El Rebaño jugó ante un estadio semivacío, los que fueron no paraban de abuchear a los ídolos de otras tardes, ganaron, pero no gustaron, ni convencieron a los tres mil presentes.

Los rojiblancos ganaron, pero no gustaron, ni convencieron a los tres mil presentes
Los rojiblancos ganaron, pero no gustaron, ni convencieron a los tres mil presentes (Mexsport)

Guadalajara

El estadio Omnilife y sus más de 45 mil gradas le quedaron grande a Chivas. El sonido local dijo que para el partido de Copa ante Zacatepec asistieron 3, 200 personas, pero no parecían tantas.
Chivas ahora sí jugó ante un estadio vacío, sin gente y los que fueron no paraban de abuchear a los ídolos de otras tardes. El Rebaño se tomó una aspirina para una enfermedad que lo aqueja desde hace mucho.
Los rojiblancos ganaron, pero no gustaron, ni convencieron a los tres mil presentes.
Chivas 2, Zacatepec 1.

La solución de la falta de gol para Chivas vino desde la banca.
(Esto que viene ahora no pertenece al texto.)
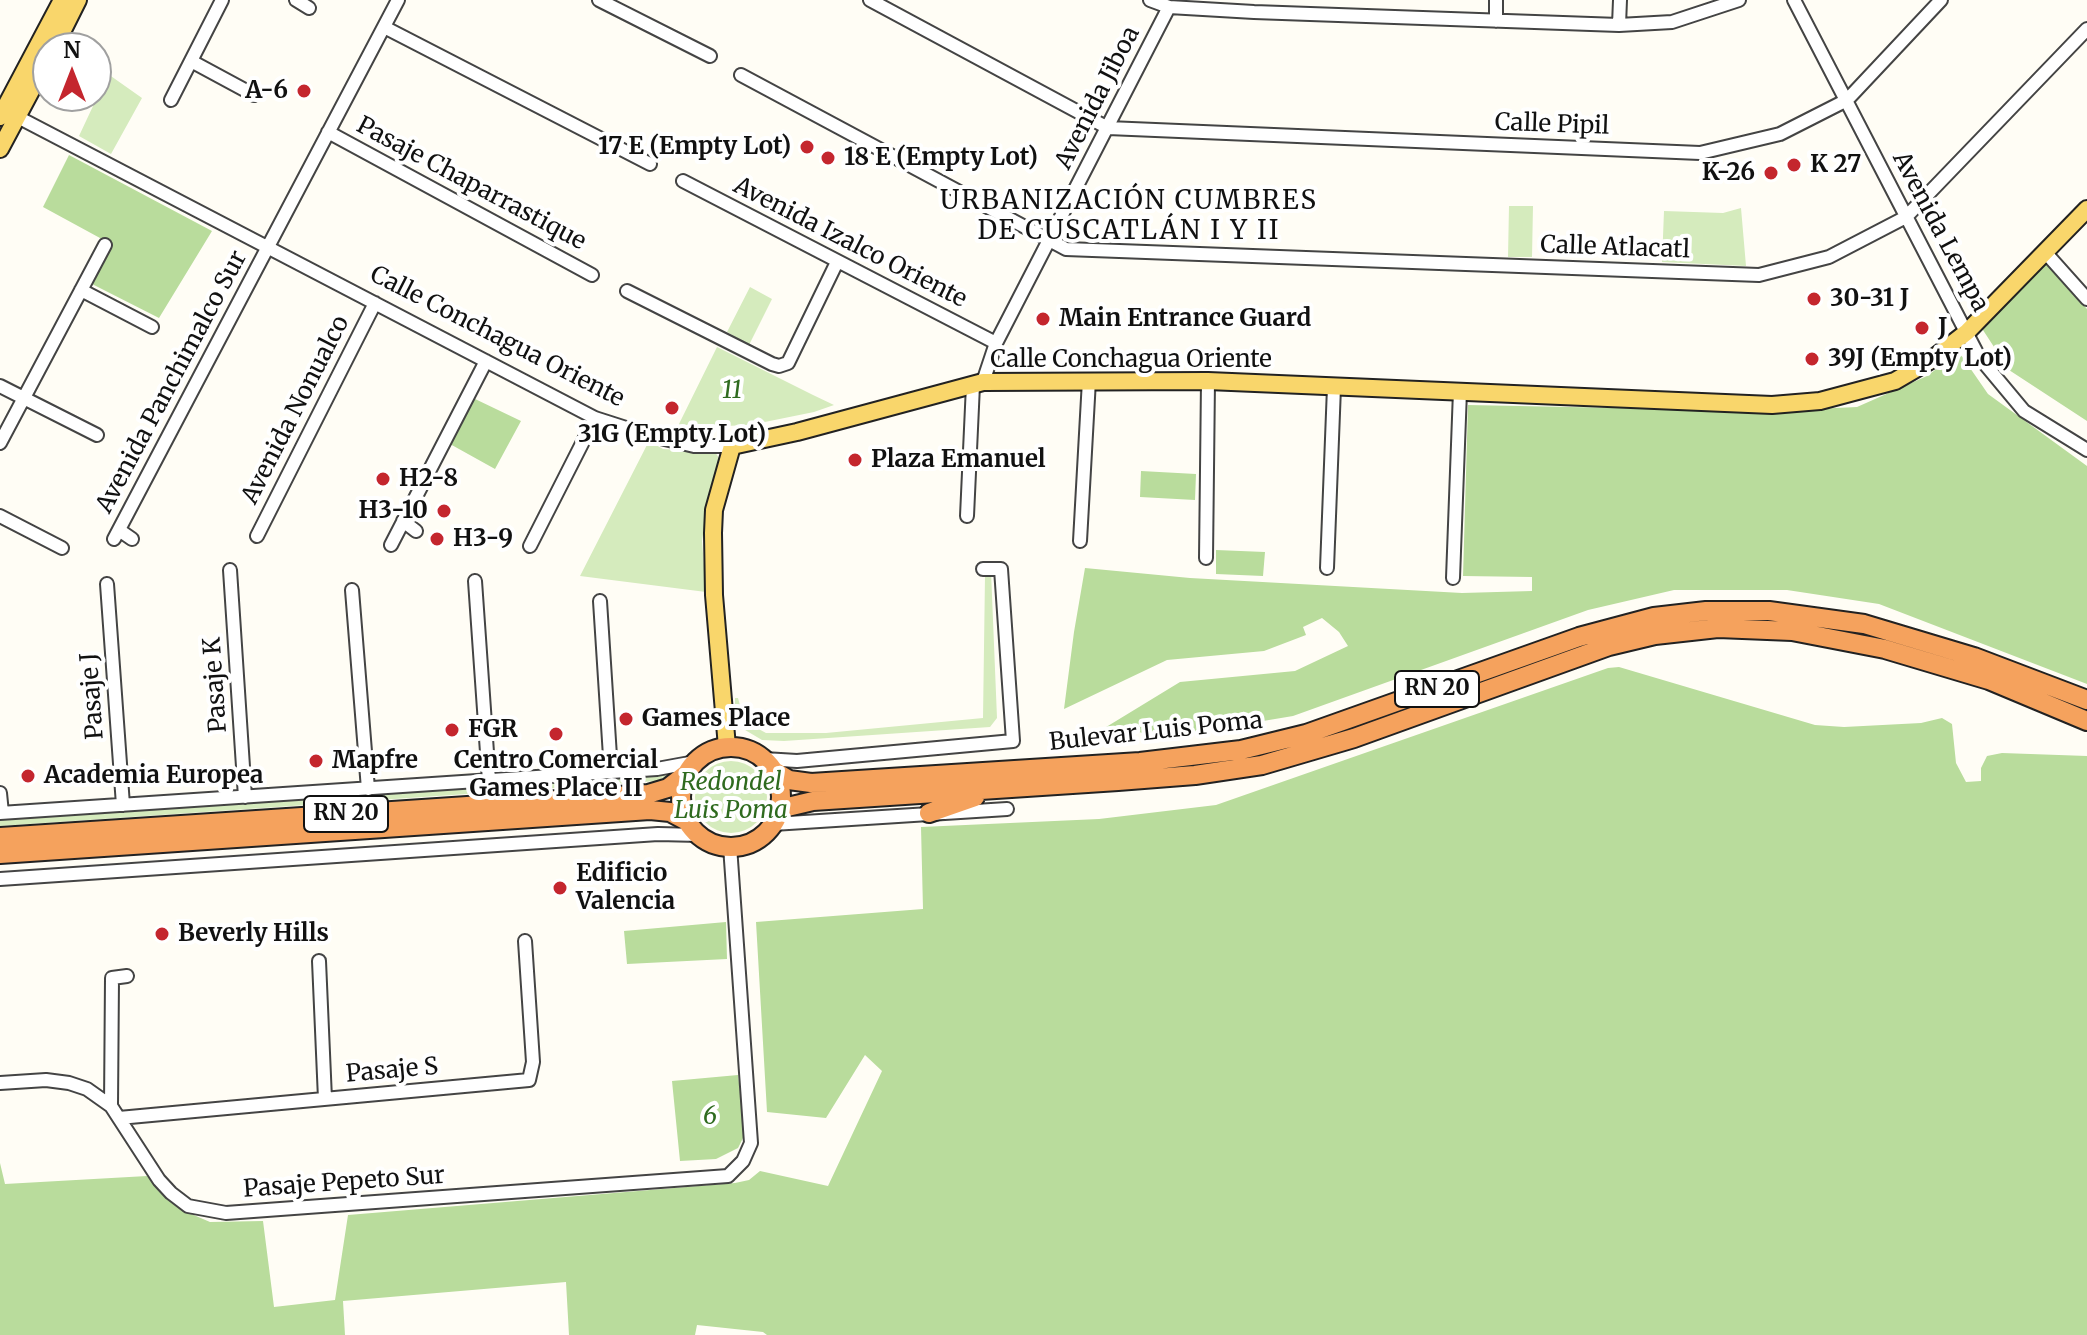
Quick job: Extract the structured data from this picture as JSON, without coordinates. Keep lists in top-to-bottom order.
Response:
{
  "streets": {
    "highway": ["RN 20", "Bulevar Luis Poma"],
    "main road": ["Calle Conchagua Oriente"],
    "street": [
      "Avenida Jiboa",
      "Calle Pipil",
      "Pasaje Chaparrastique",
      "Avenida Lempa",
      "Avenida Izalco Oriente",
      "Calle Atlacatl",
      "Avenida Panchimalco Sur",
      "Avenida Nonualco",
      "Pasaje K",
      "Pasaje J",
      "Pasaje S",
      "Pasaje Pepeto Sur"
    ]
  },
  "crossings": [
    ["Avenida Jiboa", "Calle Pipil"],
    ["Avenida Jiboa", "Avenida Izalco Oriente"],
    ["Avenida Jiboa", "Calle Atlacatl"],
    ["Avenida Jiboa", "Calle Conchagua Oriente"],
    ["Calle Pipil", "Avenida Lempa"],
    ["Pasaje Chaparrastique", "Avenida Panchimalco Sur"],
    ["Avenida Lempa", "Calle Atlacatl"],
    ["Avenida Lempa", "Calle Conchagua Oriente"],
    ["Calle Conchagua Oriente", "Avenida Panchimalco Sur"],
    ["Calle Conchagua Oriente", "Avenida Nonualco"],
    ["RN 20", "Bulevar Luis Poma"],
    ["RN 20", "Pasaje Pepeto Sur"],
    ["Bulevar Luis Poma", "Pasaje Pepeto Sur"],
    ["Pasaje S", "Pasaje Pepeto Sur"]
  ],
  "districts": ["URBANIZACIÓN CUMBRES DE CUSCATLÁN I Y II"],
  "parks": ["11", "Redondel Luis Poma", "6"],
  "places": [
    "A-6",
    "17 E (Empty Lot)",
    "18 E (Empty Lot)",
    "K 27",
    "K-26",
    "30-31 J",
    "Main Entrance Guard",
    "J",
    "39J (Empty Lot)",
    "31G (Empty Lot)",
    "Plaza Emanuel",
    "H2-8",
    "H3-10",
    "H3-9",
    "Games Place",
    "FGR",
    "Centro Comercial Games Place II",
    "Mapfre",
    "Academia Europea",
    "Edificio Valencia",
    "Beverly Hills"
  ],
  "north": "top"
}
Los goles en el primer tiempo fueron del zurdo Giovani Hernández Neri, quien antes de los 20 minutos ya había marcado un par de tantos en medio de la soledad.
Este partido se pudo jugar en Verde Valle sin problema alguno, unas mil personas en las tribunas para ver a Chivas.
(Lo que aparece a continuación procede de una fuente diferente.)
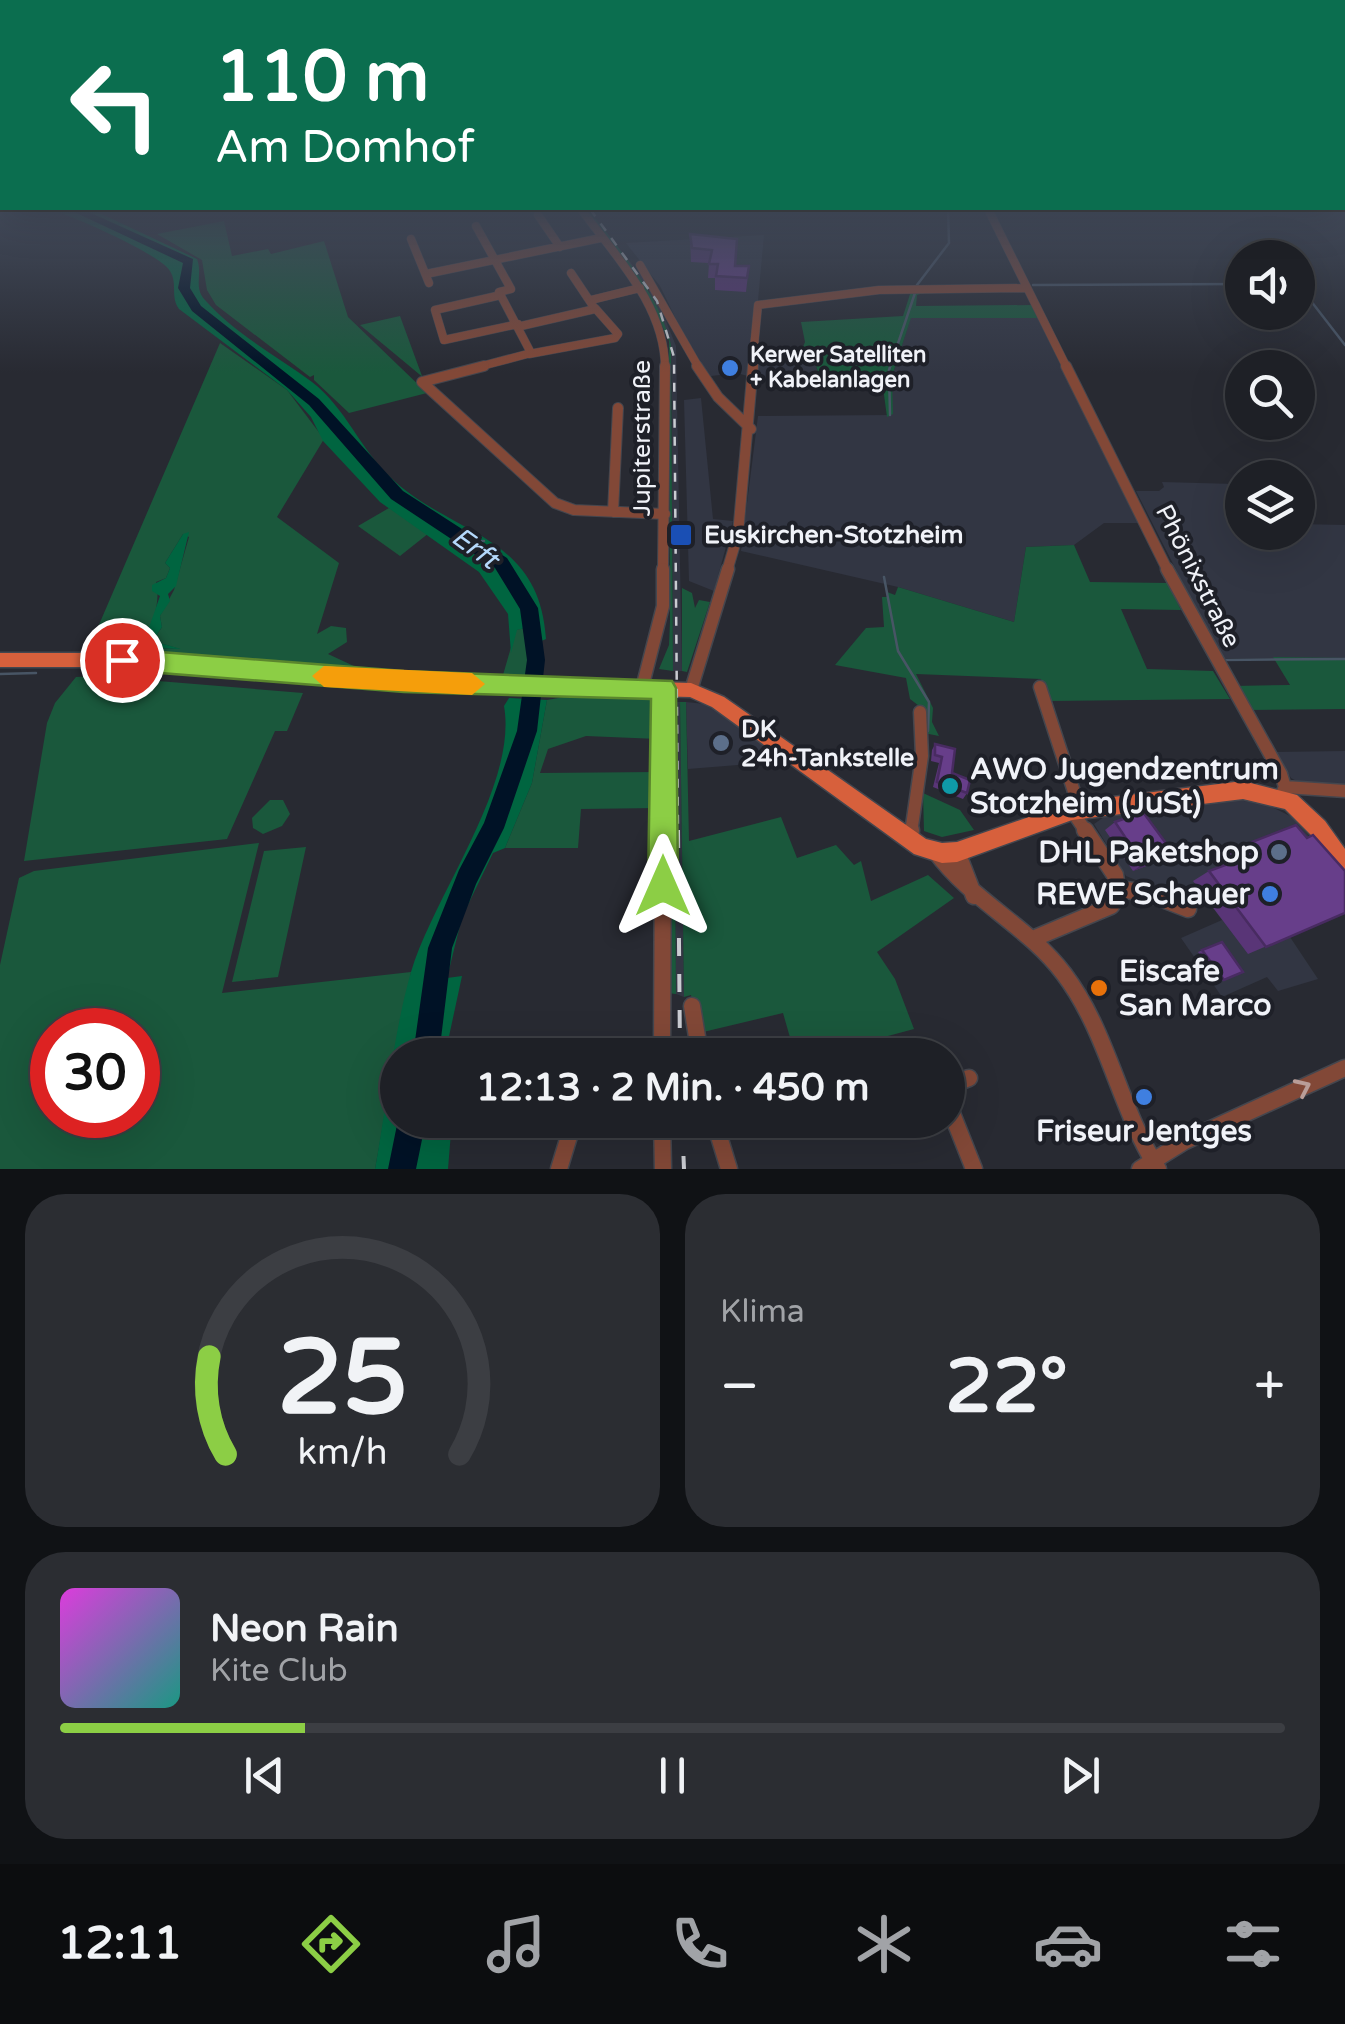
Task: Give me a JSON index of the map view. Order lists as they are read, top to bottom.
{
  "streets": {
    "main road": ["Phönixstraße"],
    "street": ["Jupiterstraße"]
  },
  "water": ["Erft"],
  "places": {
    "other": [
      "Kerwer Satelliten + Kabelanlagen",
      "DK 24h-Tankstelle",
      "AWO Jugendzentrum Stotzheim (JuSt)",
      "DHL Paketshop",
      "REWE Schauer",
      "Eiscafe San Marco",
      "Friseur Jentges"
    ],
    "transit": ["Euskirchen-Stotzheim"]
  },
  "page": {
    "turn": ["110 m", "Am Domhof"],
    "limit": "30",
    "trip": "12:13 · 2 Min. · 450 m",
    "tile": "Klima",
    "heat": ["−", "22°", "+"],
    "song": ["Neon Rain", "Kite Club"],
    "tabs": "12:11",
    "gauge": ["25", "km/h"]
  }
}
Al minuto 17 el Negro Esparza sirvió para Hernández Neri y el canterano marcó, a los dos minutos el mismo jugador conectó una diagonal para vencer al portero Jafet Camou.
Chivas era vertical y mataba temprano el partido, hasta que llegó el golpe de realidad con el tanto de los Cañeros.
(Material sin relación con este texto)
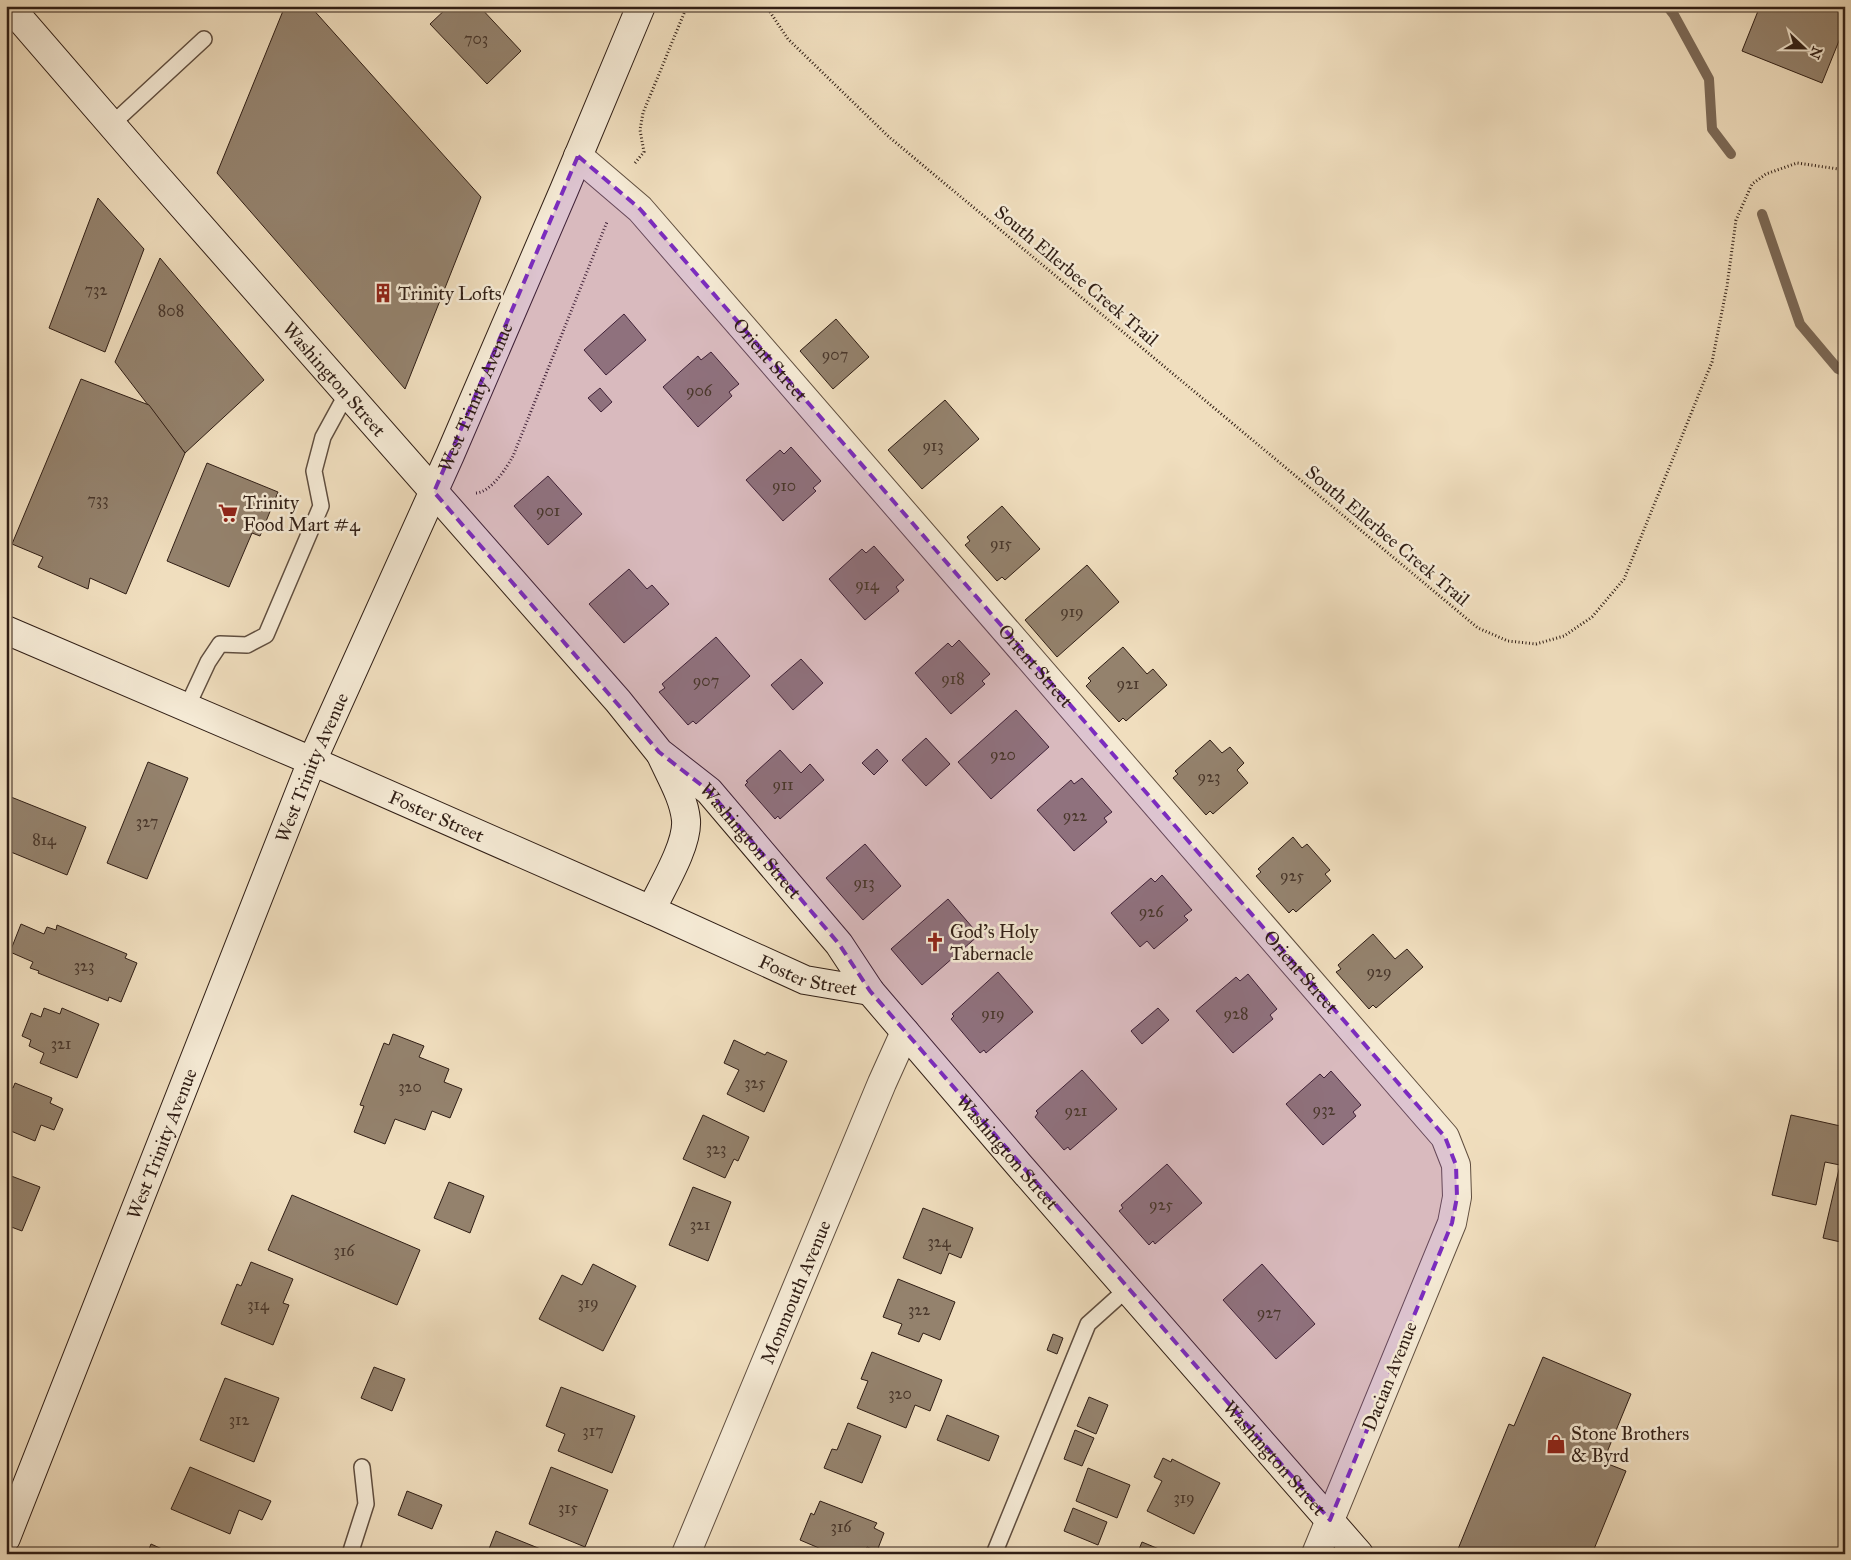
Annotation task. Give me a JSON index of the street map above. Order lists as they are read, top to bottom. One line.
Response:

Al 31 Julio Pardini remató de pierna derecha un tiro de esquina para llamar a los fantasmas de otras tardes y provocar el abucheo de la gente.
Pese a que el Rebaño se fue al descanso con ventaja en el luminoso, para el medio tiempo el abucheo fue general. Vinieron pocos y llegaron para abuchear.

El segundo tiempo fue lento, diferente al vértigo de los primeros 45 minutos. Pues los de Zacatepec mostraban una mejor cara, estaban más confiados sobre la cancha aunque hasta el minuto 65 no le llegaron con claridad a Luis Michel, salvó la del gol.
Por su parte, Chivas era repetitivo por las bandas, por la derecha Toledo y por la izquierda Hernández Neri, quien después de sus dos goles se apagó.

Después de usar los pulmones para gritar los dos goles de Hernández Neri, los pocos presentes los usaron para abuchear, en este caso fue a Aldo de Nigris, el delantero no pudo hacer gol ni al Zacatepec y se fue en medios de. Vituperios contra su persona. 

El partido estaba en el ritmo que le convenía a Zacatepec y es que el Rebaño no se acercaba al arco de los Cañeros y los visitantes le apostaban a una pelota parada para llevarse el empate del Omnilife. Bustos intentó reaccionar metiendo a Sergio Nápoles y a Carlos Fierro, pero no lograban crearle peligro a los morelenses.

Los últimos minutos fueron de terror para Chivas, un tiro libro por falta del Patroncito Kristian Álvarez y un tiro de esquina al 87 por nada les cuesta el empate. La grada estaba molesta por lo mostrado en la cancha, el Rebaño ganó al cólera del ascenso, pero sin convencer y sin dejar tranquila a su gente. Se ganó y punto, nada más.